— Data extract —
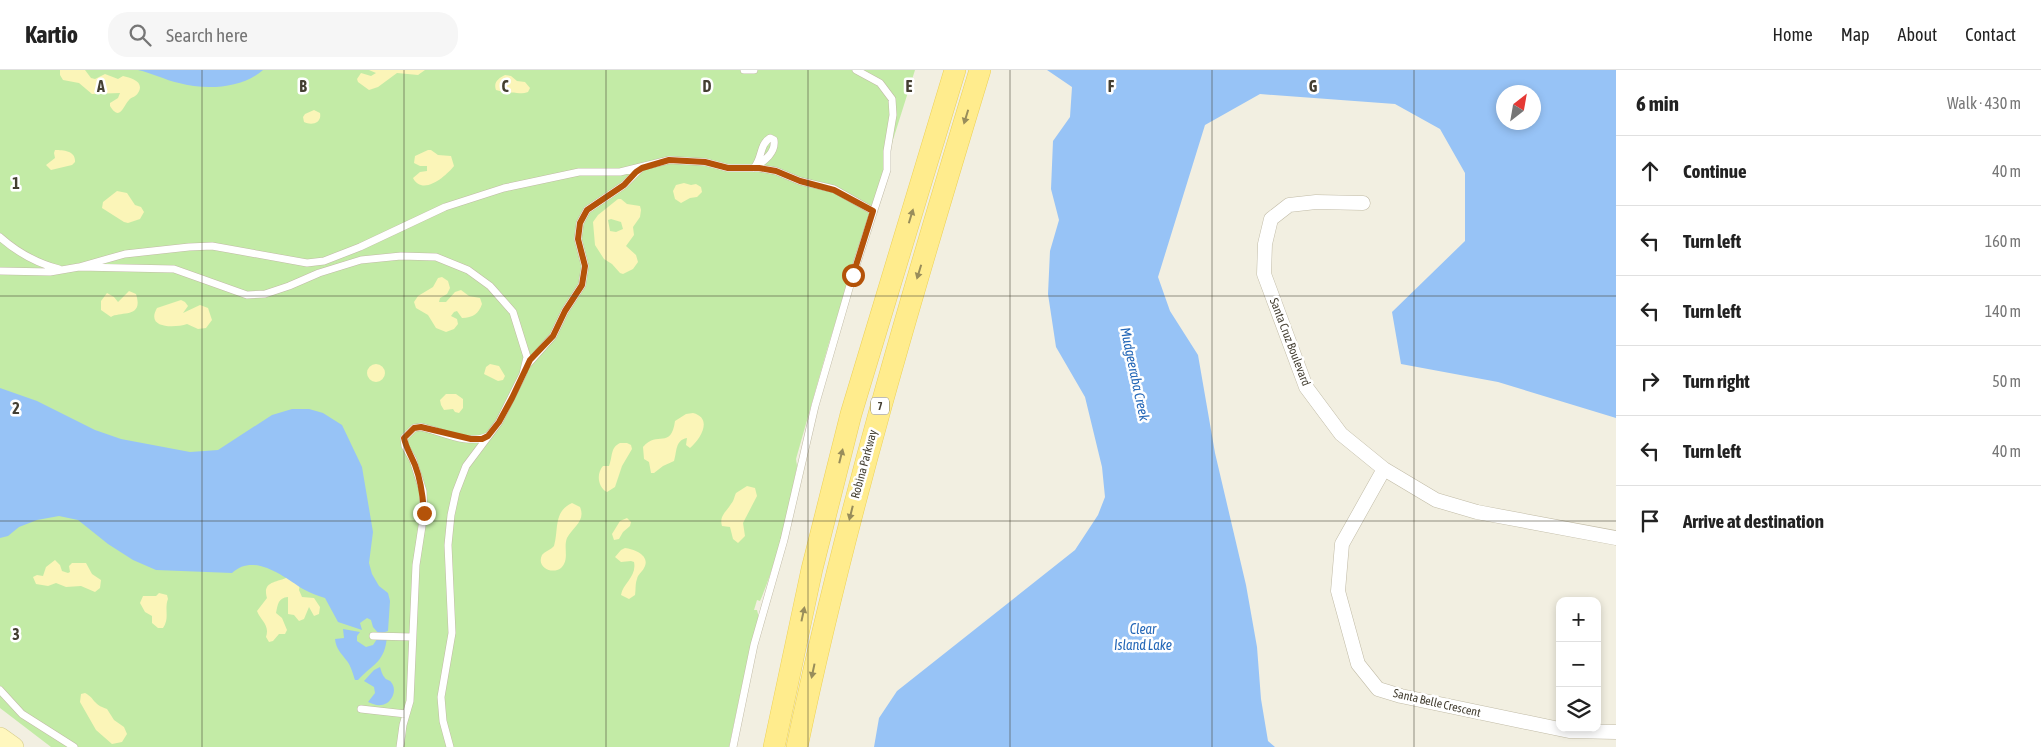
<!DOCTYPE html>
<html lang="en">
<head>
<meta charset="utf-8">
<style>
  body { margin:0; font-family:"Asap Condensed",sans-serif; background:#f6f6f6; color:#222 }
  .controls { position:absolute; right:15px; bottom:15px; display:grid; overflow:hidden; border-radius:10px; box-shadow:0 2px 8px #0003 }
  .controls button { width:45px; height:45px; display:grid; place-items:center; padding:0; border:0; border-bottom:1px solid #e0e0e0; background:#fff; color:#222; font:25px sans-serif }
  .compass { position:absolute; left:1496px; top:15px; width:45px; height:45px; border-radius:50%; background:#fff; box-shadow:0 2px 8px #0003; rotate:31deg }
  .stop { position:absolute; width:15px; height:15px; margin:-11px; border:4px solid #b45309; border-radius:50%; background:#fff }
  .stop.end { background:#b45309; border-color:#fff; box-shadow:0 1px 5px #0008 }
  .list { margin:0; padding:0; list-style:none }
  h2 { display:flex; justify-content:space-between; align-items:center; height:65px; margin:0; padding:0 20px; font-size:21px }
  h2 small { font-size:16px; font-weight:400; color:#767676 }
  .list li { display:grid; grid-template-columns:32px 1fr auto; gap:15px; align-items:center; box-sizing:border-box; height:70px; padding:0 20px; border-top:1px solid #e0e0e0 }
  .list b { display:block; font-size:19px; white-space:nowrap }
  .list em { font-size:16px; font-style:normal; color:#767676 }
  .icon { flex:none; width:28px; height:28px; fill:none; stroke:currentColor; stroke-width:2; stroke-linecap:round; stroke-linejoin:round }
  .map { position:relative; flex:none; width:1616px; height:677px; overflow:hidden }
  header { display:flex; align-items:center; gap:30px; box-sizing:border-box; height:70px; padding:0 25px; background:#fff; border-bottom:1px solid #e0e0e0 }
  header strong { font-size:24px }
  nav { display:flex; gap:28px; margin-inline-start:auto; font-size:18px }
  .search { width:350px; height:45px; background:#f6f6f6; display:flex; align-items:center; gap:12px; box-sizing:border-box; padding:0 18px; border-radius:20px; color:#767676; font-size:19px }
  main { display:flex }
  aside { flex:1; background:#fff }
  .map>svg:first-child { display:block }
</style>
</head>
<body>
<header>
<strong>Kartio</strong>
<div class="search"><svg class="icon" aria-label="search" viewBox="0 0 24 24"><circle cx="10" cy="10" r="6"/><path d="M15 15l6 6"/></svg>Search here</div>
<nav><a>Home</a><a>Map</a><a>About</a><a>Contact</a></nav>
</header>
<main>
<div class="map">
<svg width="1616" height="677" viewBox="0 0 1616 677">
  <rect width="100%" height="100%" fill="#f2efe1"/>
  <path fill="#c3eba6" d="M 0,0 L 915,0 L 828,276 L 796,389 L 797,396 C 788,441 778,489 760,531 L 757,530 L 754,540 L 757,540 L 759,548 L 747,592 L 729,677 L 51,677 L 0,638 Z"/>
  <path fill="#fbf5b8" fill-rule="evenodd" d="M 60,0 L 85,0 L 91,8 L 95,9 L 105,4 L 118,9 L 123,6 C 132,8 145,12 138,23 C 136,27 131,27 129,30 C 123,36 120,52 110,36 L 110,33 L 118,28 L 120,23 L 92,24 L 79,13 L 63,10 L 60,5 Z
    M 369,0 L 425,0 L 418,5 L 397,3 L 378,17 L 369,20 L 358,12 L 357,9 L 361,3 L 371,6 L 376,3 Z
    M 505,5 L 511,6 L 517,11 L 525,12 L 530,18 L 528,22 C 522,25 503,22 496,20 C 493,12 499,8 505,5 Z
    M 314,40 L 320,43 C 322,53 312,56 304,52 L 303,47 L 305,44 Z
    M 55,80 C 64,80 76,81 75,92 L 72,95 L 51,100 L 46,95 L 55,88 L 54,83 Z
    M 428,80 L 431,80 L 438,85 L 451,86 L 454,96 C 447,105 423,127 413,108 L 420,102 L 427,101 L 427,96 L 420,96 L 414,93 L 415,86 Z
    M 684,113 L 691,115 L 696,114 L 701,117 L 702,122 L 697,127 L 690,128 L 681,133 L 675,129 L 673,121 L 676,115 Z
    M 117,121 L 127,123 L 135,135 L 141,137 L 144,142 L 140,149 L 128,153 L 124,152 L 102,138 L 103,132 Z
    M 618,129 L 621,129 L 627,134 L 640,136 L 641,140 L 640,147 L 633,157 L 634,165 L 626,176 L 636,185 L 638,192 L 633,199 L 623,204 L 620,203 L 612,194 L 604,189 L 595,175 L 593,152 L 598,145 ZM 611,149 L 621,152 L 623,159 L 616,162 L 610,161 L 608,150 Z
    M 442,207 L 448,211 L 450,218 L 447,224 L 440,228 L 439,232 L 446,232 L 455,222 L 461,220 L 469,226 L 480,228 L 482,234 C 479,243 473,248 462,248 L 457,241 L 454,242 L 451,246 L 457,249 L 458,254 L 454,259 L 446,262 L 436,258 L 428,245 L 416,238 L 414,232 L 418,226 L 433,217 L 438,208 Z
    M 129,221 L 136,224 C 144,249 121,241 111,247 L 101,240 L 101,231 L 107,223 L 114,227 L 118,232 Z
    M 181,230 L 185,232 L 188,236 L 183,243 L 200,235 L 208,238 L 212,250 L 206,258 L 198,259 L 187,254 C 175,258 145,259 157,238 Z
    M367 303a9 9 0 1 1 18 0a9 9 0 1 1-18 0Z
    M 490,294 L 499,296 L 505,306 L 503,310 L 498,311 L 484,304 L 486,297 Z
    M 446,324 L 456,324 L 463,329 L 463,338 L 459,343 L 455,342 L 453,339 L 444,340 L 441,335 L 440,330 Z
    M 693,343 C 713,348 701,369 690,378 L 686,375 L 687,368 C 675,370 677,382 674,391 L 663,396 L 654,403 L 651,403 L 649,392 L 644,389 L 643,377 C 657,360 671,380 675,351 L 686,344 Z
    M 620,373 L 627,373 L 631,375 L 632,379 L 622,396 L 615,417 L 607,422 C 598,417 596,404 603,396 L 609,396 C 613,386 610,378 620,373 Z
    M 747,416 L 755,418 L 757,426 L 743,453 L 745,466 L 738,473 L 733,469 L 730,457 L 722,456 C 719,446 726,442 731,434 C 734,431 734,427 736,423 Z
    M 572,433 L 580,437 C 586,451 573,457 567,468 C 563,478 570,489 561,498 C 552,505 536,497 542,485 C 545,481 551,480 554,476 C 559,459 553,442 572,433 Z
    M 627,448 L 631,452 L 630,456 L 623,462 L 619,469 L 614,470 L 612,464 L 620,451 Z
    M 625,478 C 635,479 651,486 644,498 C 642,502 638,504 637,509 C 635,514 636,520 635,525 L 629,529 L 621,525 C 623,513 637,507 634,492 L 631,491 L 621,492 L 615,487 L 621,480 Z
    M 55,490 L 60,495 L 62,501 L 68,503 L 70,502 L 69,496 L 72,493 L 86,493 L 92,504 L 101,510 L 100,518 L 95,522 L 81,516 L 66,517 L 56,513 L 48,516 L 36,514 L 33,507 L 37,505 L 43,506 L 46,497 Z
    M 288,507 L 300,514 L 299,520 L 302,527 L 314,528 L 320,537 L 319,544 L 314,546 L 309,537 L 304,549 L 299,551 L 294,545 L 288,544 L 288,527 C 278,528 278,534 276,543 L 282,548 L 287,560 L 285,564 L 279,564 L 273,571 L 269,572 L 266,567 C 270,555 261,551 257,541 L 267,528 C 262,511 276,513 288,507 Z
    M 159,523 L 167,525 L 168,529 C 164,539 170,548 163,558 L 158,558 L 152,553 L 152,546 L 145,542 L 140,533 L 143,526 L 156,526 Z
    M 85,623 C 96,629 92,634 107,639 L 114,650 L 124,657 L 127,664 L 122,672 L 112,674 L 96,660 L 80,632 L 81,624 Z"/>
  <path fill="#97c3f6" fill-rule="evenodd" d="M 138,0 L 263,0 C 241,19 205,20 179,13 C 165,10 152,3 138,0 Z
    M 1047,0 L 1616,0 L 1616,348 L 1498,312 L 1401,294 L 1392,242 L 1465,171 L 1465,103 L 1440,59 L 1395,34 L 1260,24 L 1205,55 L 1158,207 L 1170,241 L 1198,285 L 1215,383 L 1246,515 L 1257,577 L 1261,629 L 1268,671 L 1275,677 L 874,677 L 879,648 L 897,621 L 1075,480 L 1098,445 L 1105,427 L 1102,397 L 1085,327 L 1056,277 L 1048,224 L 1050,181 L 1059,150 L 1051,119 L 1053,71 L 1070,47 L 1072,17 ZM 1504,22 L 1534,22 L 1534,52 L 1504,52 Z
    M 0,318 L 37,331 L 95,360 L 121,369 L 190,382 L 218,380 L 272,345 L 292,339 L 309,339 L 323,343 L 342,355 L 362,397 L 373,462 L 369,493 L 372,504 L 379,516 L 388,523 L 390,531 L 388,561 L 379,564 L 373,557 L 371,550 L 367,548 L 360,553 L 362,560 L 338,552 L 325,528 C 318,526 310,523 303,519 C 284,507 254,482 232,503 L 156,500 L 133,490 L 108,474 L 78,450 L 59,446 L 37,450 L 19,457 L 8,466 L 0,468 Z
    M 343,559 L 360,562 L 357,566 L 357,571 L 366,577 L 373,575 L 377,569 L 387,566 C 385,592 374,593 358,610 L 355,610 C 353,604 351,596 347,591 C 341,583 336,579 335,569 L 344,568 Z
    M 380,597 C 381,600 382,605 385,608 C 386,610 390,610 391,612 C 397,619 393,629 387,633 C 380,637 375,635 368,632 L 375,623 L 374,617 L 364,611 L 374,600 Z"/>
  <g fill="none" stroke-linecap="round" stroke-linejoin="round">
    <defs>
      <path id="service" d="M 744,0 L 754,0
        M 770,68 L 774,70 C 776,83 764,91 754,98 C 763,87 759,75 770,68 Z
        M 0,167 C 18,183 36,193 59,199
        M 79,197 L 174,199 L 247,225 L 265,224 L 289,216 L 319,203 L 361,190 L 401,186 L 436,187 L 468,200 L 490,216 L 513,242 L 527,287 L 523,304 L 499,352 L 466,396 L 456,422 L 451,445 L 448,475 L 452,563 L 441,627 L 443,651 L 450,677
        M 0,201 L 50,202 L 79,197 L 125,184 L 189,177 L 212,176 L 307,193 L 324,191 L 360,177 L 445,137 L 504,118 L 579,102 L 620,102 L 669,90 L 705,92 L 728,98 L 759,98 L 776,101 L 800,111 L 834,119 L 873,141
        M 528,294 L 553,266 L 565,241 L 582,215 L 585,196 L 578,169 L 580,153 L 587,140 L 624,115 L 640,99
        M 373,566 L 412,567
        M 0,620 L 22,644 L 74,677
        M 361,639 L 406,644
        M 400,677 L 403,655 L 410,631 L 416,495 L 424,443 L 423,421 L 413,390 L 405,376 L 404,368 L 414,358 L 421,357 C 441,361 468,376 488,366
        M 733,677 L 754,575 L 784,470 L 815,336 L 853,205 L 887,100 L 887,81 L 893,45 L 892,29 L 880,13 L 856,0"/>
      <path id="minor" d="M 1363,133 L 1316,132 L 1289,135 L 1271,149 L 1265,174 L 1264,204 L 1306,317 L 1341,364 L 1384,399 L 1436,430 L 1477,442 L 1616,468
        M 1384,399 L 1342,474 L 1338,521 L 1358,594 L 1378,619 L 1401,626 L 1569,661 L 1616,662"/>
      <path id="secondary" d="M 0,667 L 14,677"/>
      <path id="primary" d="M 774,677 L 812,499 L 851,344 L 955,0
        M 797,677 C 845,448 912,224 980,0"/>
    </defs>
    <use href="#service" stroke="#c1bba6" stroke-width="8"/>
    <use href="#minor" stroke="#c1bba6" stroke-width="15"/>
    <use href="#secondary" stroke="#d6cc8c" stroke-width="20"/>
    <use href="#primary" stroke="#edd155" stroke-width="22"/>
    <use href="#service" stroke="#fff" stroke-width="7"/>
    <use href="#minor" stroke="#fff" stroke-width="14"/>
    <use href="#secondary" stroke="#fff7be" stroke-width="19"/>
    <use href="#primary" stroke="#ffec8d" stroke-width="21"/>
  </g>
  <defs><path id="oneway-solid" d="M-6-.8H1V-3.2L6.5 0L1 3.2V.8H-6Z" transform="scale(1.25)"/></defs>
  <g fill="#988d5b">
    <use href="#oneway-solid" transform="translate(966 47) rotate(107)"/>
    <use href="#oneway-solid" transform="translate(911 146) rotate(-73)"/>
    <use href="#oneway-solid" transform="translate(919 202) rotate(107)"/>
    <use href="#oneway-solid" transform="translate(841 386) rotate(-76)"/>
    <use href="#oneway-solid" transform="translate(851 443) rotate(104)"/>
    <use href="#oneway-solid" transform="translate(803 544) rotate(-78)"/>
    <use href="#oneway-solid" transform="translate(813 601) rotate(102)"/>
  </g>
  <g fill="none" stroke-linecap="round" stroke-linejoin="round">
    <path stroke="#b45309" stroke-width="6" d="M 424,443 C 423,426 421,411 415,395 C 411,385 406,378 404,368 L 414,358 L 421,357 L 471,369 L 482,369 L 488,366 L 499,352 L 512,328 L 530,290 L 553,266 L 565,241 L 582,215 L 585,196 L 578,169 L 580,153 L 587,140 L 624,115 L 636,102 L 642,98 L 669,90 L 705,92 L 728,98 L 759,98 L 776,101 L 800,111 L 834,120 L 873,141 L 853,205"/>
  </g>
  <path fill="none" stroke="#443f32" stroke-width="1" stroke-opacity="0.55" d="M 202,0 L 202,677M 404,0 L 404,677M 606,0 L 606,677M 808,0 L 808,677M 1010,0 L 1010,677M 1212,0 L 1212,677M 1414,0 L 1414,677M 0,226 L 1616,226M 0,451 L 1616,451"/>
  <g text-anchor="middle" stroke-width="5" stroke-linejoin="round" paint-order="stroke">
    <rect fill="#fff" stroke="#7c7970" stroke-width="1" x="871" y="327.5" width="18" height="17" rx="4"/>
    <g font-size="11" font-weight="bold" fill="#443f32">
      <text x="880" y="340">7</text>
    </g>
    <g font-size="12" fill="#443f32" stroke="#fff">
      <text transform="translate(1290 272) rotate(69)" y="4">Santa Cruz Boulevard</text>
      <text transform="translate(864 394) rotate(-75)" y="4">Robina Parkway</text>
      <text transform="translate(1437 633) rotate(13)" y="4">Santa Belle Crescent</text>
    </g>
    <g font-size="14" font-style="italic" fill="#2467b7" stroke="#fff">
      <text transform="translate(1135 304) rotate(78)" y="5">Mudgeeraba Creek</text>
      <text x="1143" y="564">Clear<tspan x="1143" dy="16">Island Lake</tspan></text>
    </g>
  </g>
  <g font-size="16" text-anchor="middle" font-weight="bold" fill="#443f32" stroke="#fff" stroke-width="5" stroke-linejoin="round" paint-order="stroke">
    <text x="101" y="22">A</text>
    <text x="303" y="22">B</text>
    <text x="505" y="22">C</text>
    <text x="707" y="22">D</text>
    <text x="909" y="22">E</text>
    <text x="1111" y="22">F</text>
    <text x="1313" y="22">G</text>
    <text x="16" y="119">1</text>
    <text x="16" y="344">2</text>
    <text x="16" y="570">3</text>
  </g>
</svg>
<div class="controls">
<button>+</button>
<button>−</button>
<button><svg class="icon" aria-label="layers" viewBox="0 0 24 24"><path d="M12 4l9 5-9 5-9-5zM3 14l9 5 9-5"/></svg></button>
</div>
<svg class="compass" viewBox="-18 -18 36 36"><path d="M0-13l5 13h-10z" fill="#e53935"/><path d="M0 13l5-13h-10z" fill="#767676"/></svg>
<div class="stop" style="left:853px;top:205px"></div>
<div class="stop end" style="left:424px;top:443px"></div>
</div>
<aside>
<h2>6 min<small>Walk · 430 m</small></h2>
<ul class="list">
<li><svg class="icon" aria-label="ahead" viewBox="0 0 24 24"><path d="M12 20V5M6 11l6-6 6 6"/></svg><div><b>Continue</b></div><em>40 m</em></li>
<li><svg class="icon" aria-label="left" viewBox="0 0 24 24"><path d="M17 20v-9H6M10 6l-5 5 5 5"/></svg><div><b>Turn left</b></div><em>160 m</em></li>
<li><svg class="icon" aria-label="left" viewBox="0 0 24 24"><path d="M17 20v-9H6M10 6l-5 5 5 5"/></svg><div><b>Turn left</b></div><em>140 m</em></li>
<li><svg class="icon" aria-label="right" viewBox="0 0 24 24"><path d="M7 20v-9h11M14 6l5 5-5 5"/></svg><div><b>Turn right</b></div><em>50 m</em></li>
<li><svg class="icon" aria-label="left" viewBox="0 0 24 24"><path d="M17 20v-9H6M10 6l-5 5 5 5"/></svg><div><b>Turn left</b></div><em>40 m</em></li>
<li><svg class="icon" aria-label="arrive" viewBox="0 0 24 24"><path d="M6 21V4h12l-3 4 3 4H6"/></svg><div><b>Arrive at destination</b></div></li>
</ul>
</aside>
</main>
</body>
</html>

— Assigned task —
Find out how many lines in the entries above hold "list", then reply with that figure and nothing else.

— Task result —
5